Start of SOURCE RECORDS
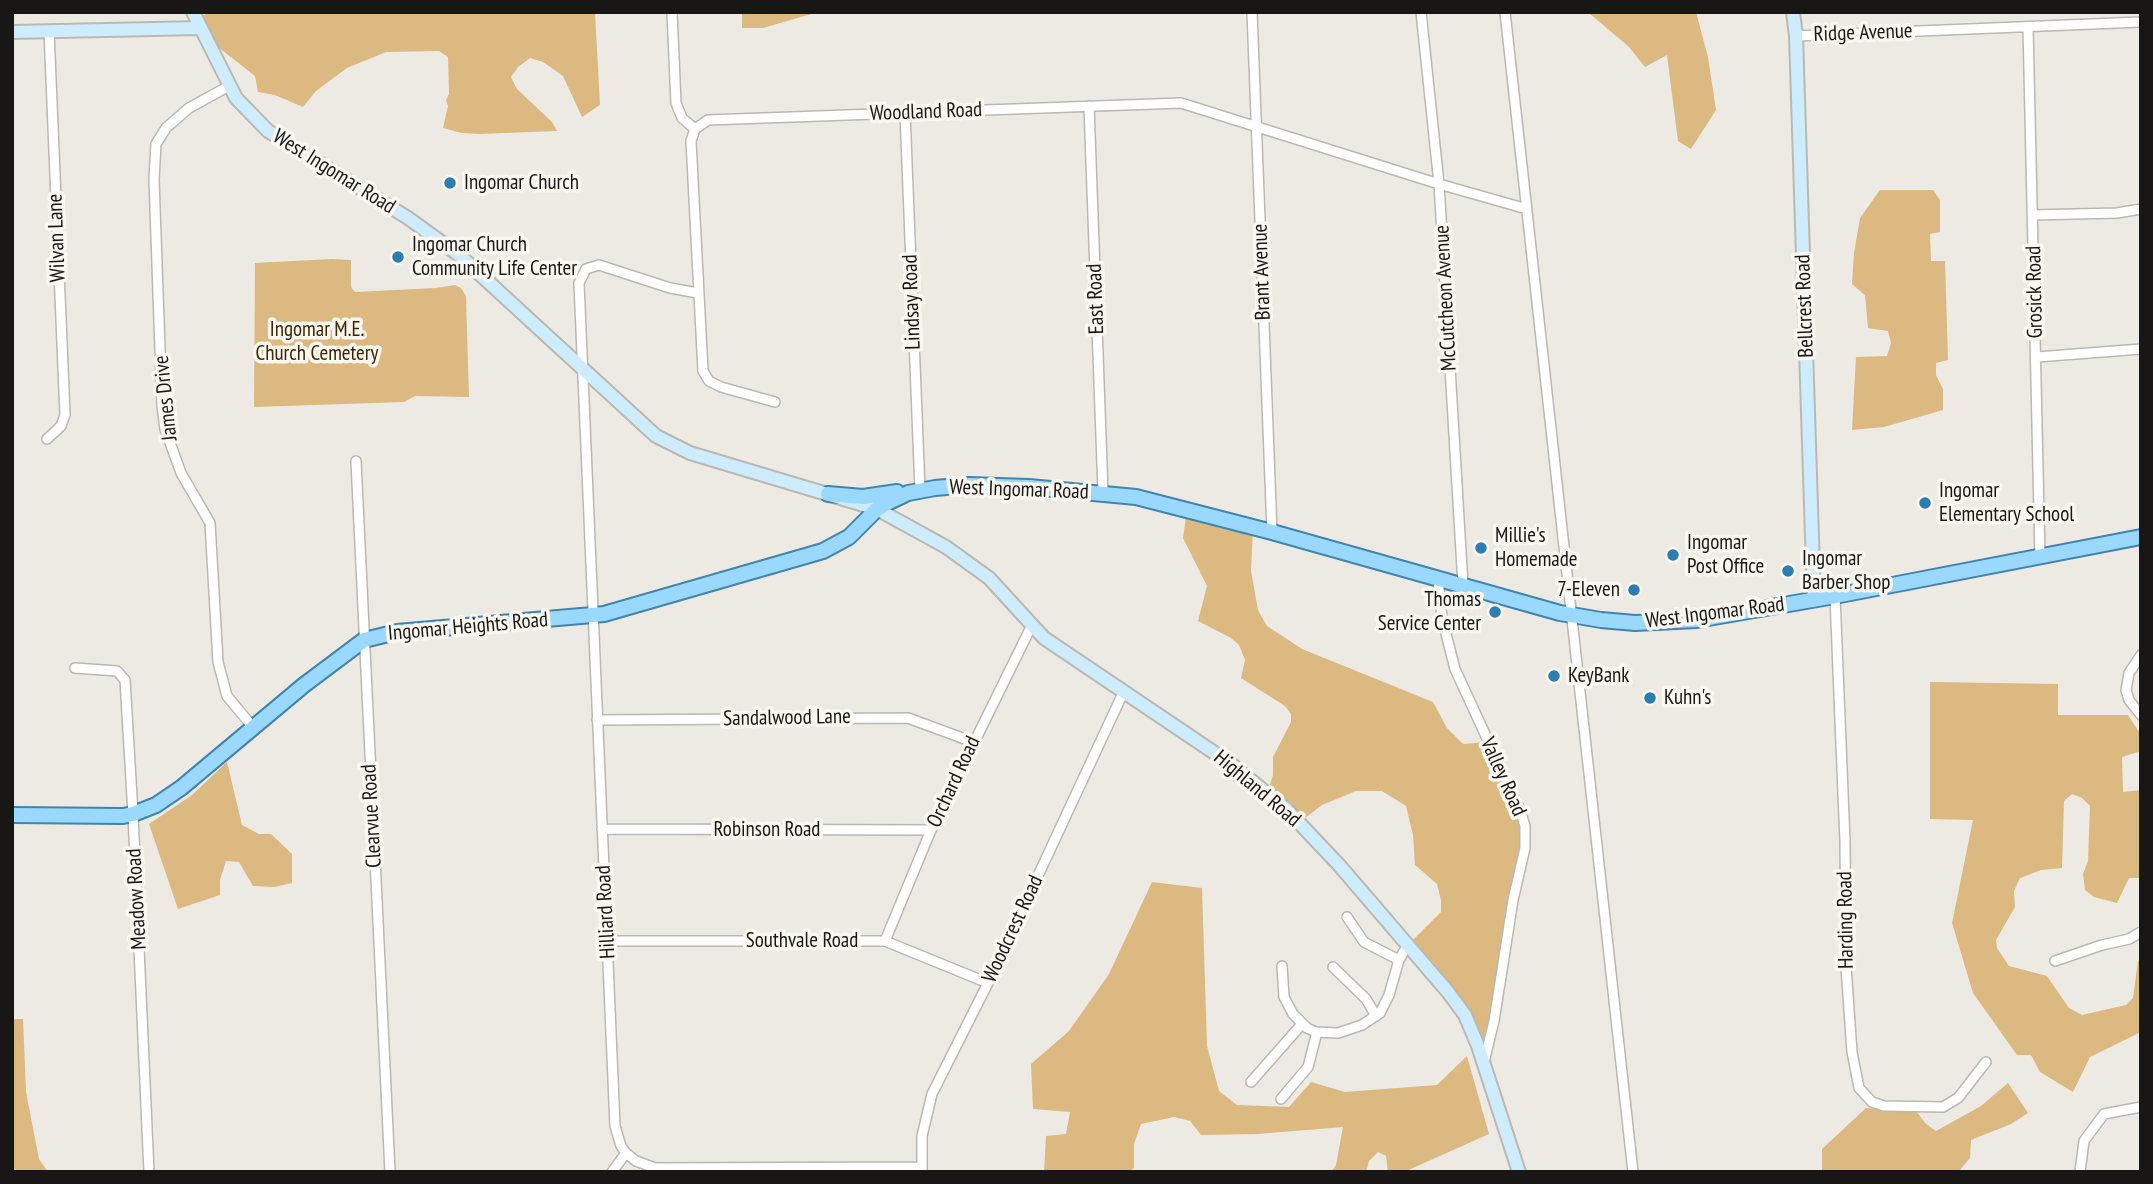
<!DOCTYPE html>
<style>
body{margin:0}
#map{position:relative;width:2153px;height:1184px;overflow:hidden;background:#ede9e3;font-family:"PT Sans Narrow",sans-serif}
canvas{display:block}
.frame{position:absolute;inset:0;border:14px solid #181715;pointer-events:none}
</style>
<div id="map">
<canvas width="2153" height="1184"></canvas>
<div class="frame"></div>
</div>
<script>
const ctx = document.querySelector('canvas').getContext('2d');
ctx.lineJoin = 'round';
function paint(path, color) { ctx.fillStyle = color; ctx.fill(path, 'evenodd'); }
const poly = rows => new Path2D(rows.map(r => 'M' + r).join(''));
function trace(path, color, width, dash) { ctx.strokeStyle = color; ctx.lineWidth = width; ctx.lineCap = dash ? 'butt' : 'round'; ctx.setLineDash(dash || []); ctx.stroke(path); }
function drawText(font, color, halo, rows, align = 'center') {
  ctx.font = font + ' "PT Sans Narrow",sans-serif'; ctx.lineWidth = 7; ctx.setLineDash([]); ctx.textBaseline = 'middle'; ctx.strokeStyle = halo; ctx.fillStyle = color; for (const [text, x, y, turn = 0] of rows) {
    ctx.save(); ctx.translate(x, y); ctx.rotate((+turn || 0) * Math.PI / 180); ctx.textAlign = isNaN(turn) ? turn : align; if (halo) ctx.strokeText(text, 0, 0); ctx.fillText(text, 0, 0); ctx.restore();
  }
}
paint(poly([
 [210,12,595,12,600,105,582,117,563,76,543,62,530,58,518,67,511,77,517,89,552,122,557,131,480,134,462,133,443,128,448,106,446,100,449,94,448,57,439,51,386,52,347,68,316,91,303,107,275,95,258,92,255,76,218,47,208,43,196,19],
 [742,12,818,12,763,28,742,28],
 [1588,12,1696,12,1708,57,1716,110,1691,149,1678,141,1667,55,1645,67,1629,47],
 [1880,190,1933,190,1940,200,1940,232,1930,234,1931,261,1945,261,1948,360,1936,363,1936,375,1943,389,1943,410,1884,427,1852,430,1856,357,1887,356,1891,343,1888,331,1868,328,1865,295,1852,284,1854,253,1860,218],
 [332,259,351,260,351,287,355,292,436,288,455,285,461,288,466,296,469,397,415,396,404,402,254,407,255,263],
 [1187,510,1253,527,1251,571,1258,610,1267,626,1302,649,1433,702,1447,728,1463,744,1487,742,1525,826,1484,1062,1474,1035,1407,946,1441,912,1441,900,1437,884,1415,865,1413,835,1406,806,1382,791,1356,791,1322,805,1300,822,1267,793,1273,775,1273,757,1291,722,1291,714,1285,706,1241,678,1245,660,1239,645,1231,638,1198,621,1207,586,1183,538],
 [1930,682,2058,684,2058,715,2128,715,2141,735,2141,751,2122,757,2123,792,2141,790,2141,878,2129,878,2117,903,2094,897,2085,890,2083,874,2088,861,2090,806,2082,798,2072,794,2064,801,2062,868,2041,870,2020,878,2014,891,2015,907,1996,940,1997,948,2009,966,2047,976,2069,1008,2082,1015,2126,1005,2133,998,2138,961,2141,960,2141,1032,2090,1057,2073,1092,2040,1072,2031,1055,2017,1055,1973,993,1952,923,1973,820,1930,819],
 [227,762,242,825,259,834,271,834,292,854,292,883,274,887,253,886,239,862,226,861,220,880,220,895,178,909,149,824,192,795],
 [1152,882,1202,888,1207,1046,1219,1091,1237,1105,1289,1107,1311,1082,1345,1092,1437,1085,1467,1056,1489,1134,1404,1172,1388,1172,1386,1156,1378,1152,1369,1161,1366,1172,1331,1172,1336,1165,1343,1127,1258,1134,1201,1135,1190,1121,1174,1117,1141,1124,1134,1144,1134,1168,1128,1172,1044,1172,1046,1136,1066,1134,1070,1112,1033,1109,1031,1064,1069,1031,1109,974],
 [12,1019,23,1019,26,1092,39,1159,48,1172,12,1172],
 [2008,1083,2028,1113,2011,1124,1971,1140,1970,1158,1958,1172,1822,1172,1822,1149,1866,1108,1917,1112,1925,1123,1936,1131,1981,1106]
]), '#dcb981');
const street = poly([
 [672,12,676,103,682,118,695,129],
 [1252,12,1272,532],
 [1421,12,1439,184,1463,585],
 [1505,12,1633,1172],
 [2028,27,2040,557],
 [1796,36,2141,22],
 [229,86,189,108,166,128,156,144,154,179,162,406,165,429,181,473,210,523,218,662,227,696,252,726],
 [1089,106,1103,492],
 [905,113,920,490],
 [2033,215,2117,213,2141,209],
 [698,293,670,288,599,265,586,269,579,283,615,1126,621,1146,626,1153,636,1161,655,1168,922,1167],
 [2037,357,2141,349],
 [775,402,721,387,709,381,703,371,691,141,695,129,708,120,1181,103,1439,184,1527,209],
 [47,439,61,426,65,415,49,31],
 [356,461,390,1172],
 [1438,579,1442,618,1455,669,1520,810,1525,826,1525,848,1513,900,1494,1021,1484,1062],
 [1835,596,1845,842,1846,967,1852,1052,1859,1088,1872,1102,1884,1106,1943,1107,1958,1098,1986,1062],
 [2141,655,2129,673,2126,690,2129,700,2141,715],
 [75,668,117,671,125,680,133,814,149,1172],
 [597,720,908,718,973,742],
 [602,829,931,830],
 [1347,917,1364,942,1399,960],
 [607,941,885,941,988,983],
 [885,941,931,830,1031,627],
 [2055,961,2102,945,2129,939,2141,932],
 [1282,966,1284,997,1293,1014,1307,1028,1316,1032,1338,1033,1362,1025,1380,1013,1389,995,1399,960,1407,946],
 [1333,967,1366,999,1376,1016],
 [1251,1082,1302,1024],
 [1281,1099,1308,1067,1317,1032],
 [612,1172,626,1153],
 [922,1172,922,1136,932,1094,988,983,1124,691],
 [2080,1172,2084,1141,2104,1114,2141,1107]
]);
const secondary = poly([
 [193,12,236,98,268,131,408,218,459,255,656,436,690,453,877,509,946,547,989,578,1044,638,1231,764,1287,810,1339,865,1448,992,1465,1015,1478,1046,1519,1172],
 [1793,12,1796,36,1814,600],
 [12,32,200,28]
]);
const primary = poly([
 [828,494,863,497,897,492],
 [12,815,123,816,133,814,156,805,181,788,304,685,364,640,397,632,604,614,823,551,849,537,877,509,889,502,908,493,935,488,969,485,1029,487,1136,497,1272,532,1560,613,1601,620,1635,623,1697,620,1835,596,2141,537]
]);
trace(street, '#bbb8b2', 12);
trace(secondary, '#bbb8b2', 16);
trace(primary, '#4184ac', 18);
trace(street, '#fff', 9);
trace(secondary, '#cdecfe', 12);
trace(primary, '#9ad8fe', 14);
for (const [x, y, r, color] of [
 [450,183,7,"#2b7eaf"],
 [398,257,7,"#2b7eaf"],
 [1925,503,7,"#2b7eaf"],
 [1481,548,7,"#2b7eaf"],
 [1673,555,7,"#2b7eaf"],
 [1788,571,7,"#2b7eaf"],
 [1634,590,7,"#2b7eaf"],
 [1495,612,7,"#2b7eaf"],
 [1554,676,7,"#2b7eaf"],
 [1650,698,7,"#2b7eaf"]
]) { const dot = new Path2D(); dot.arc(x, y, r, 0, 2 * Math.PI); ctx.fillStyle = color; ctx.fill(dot); trace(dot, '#faf7f1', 2.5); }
drawText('21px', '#181715', '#faf7f1', [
 ["Ridge Avenue",1863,33,-2],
 ["Woodland Road",926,112,-2],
 ["West Ingomar Road",334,172,32],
 ["Wilvan Lane",57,238,-92],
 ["Brant Avenue",1262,272,-92],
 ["Grosick Road",2035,292,-91],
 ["McCutcheon Avenue",1446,298,-93],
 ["East Road",1096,299,-92],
 ["Lindsay Road",912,302,-92],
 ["Bellcrest Road",1805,306,-92],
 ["James Drive",166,398,-96],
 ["West Ingomar Road",1019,490,2],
 ["West Ingomar Road",1715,613,-7],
 ["Ingomar Heights Road",468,627,-5],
 ["Sandalwood Lane",787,718,-1],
 ["Valley Road",1503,777,66],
 ["Orchard Road",954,782,-65],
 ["Highland Road",1257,789,40],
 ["Clearvue Road",372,816,-93],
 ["Robinson Road",767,830],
 ["Meadow Road",137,899,-93],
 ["Hilliard Road",606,912,-93],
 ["Harding Road",1846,920,-91],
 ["Woodcrest Road",1013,929,-65],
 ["Southvale Road",802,941]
]);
drawText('21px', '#181715', '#faf7f1', [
 ["Ingomar Church",464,183],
 ["Ingomar Church",412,245],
 ["Community Life Center",412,269],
 ["Ingomar",1939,491],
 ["Elementary School",1939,515],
 ["Millie's",1495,536],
 ["Homemade",1495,560],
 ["Ingomar",1687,543],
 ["Post Office",1687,567],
 ["Ingomar",1802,559],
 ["Barber Shop",1802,583],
 ["7-Eleven",1620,590,"right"],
 ["Thomas",1481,600,"right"],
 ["Service Center",1481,624,"right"],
 ["KeyBank",1568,676],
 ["Kuhn's",1664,698]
], 'left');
drawText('21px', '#3b2600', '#faf7f1', [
 ["Ingomar M.E.",317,330],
 ["Church Cemetery",317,354]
]);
</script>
End of SOURCE RECORDS
TASK ITEM ▸ Using only the data above, copy out the lines that include the word "function".

WRITTEN SOLUTION ▸
function paint(path, color) { ctx.fillStyle = color; ctx.fill(path, 'evenodd'); }
function trace(path, color, width, dash) { ctx.strokeStyle = color; ctx.lineWidth = width; ctx.lineCap = dash ? 'butt' : 'round'; ctx.setLineDash(dash || []); ctx.stroke(path); }
function drawText(font, color, halo, rows, align = 'center') {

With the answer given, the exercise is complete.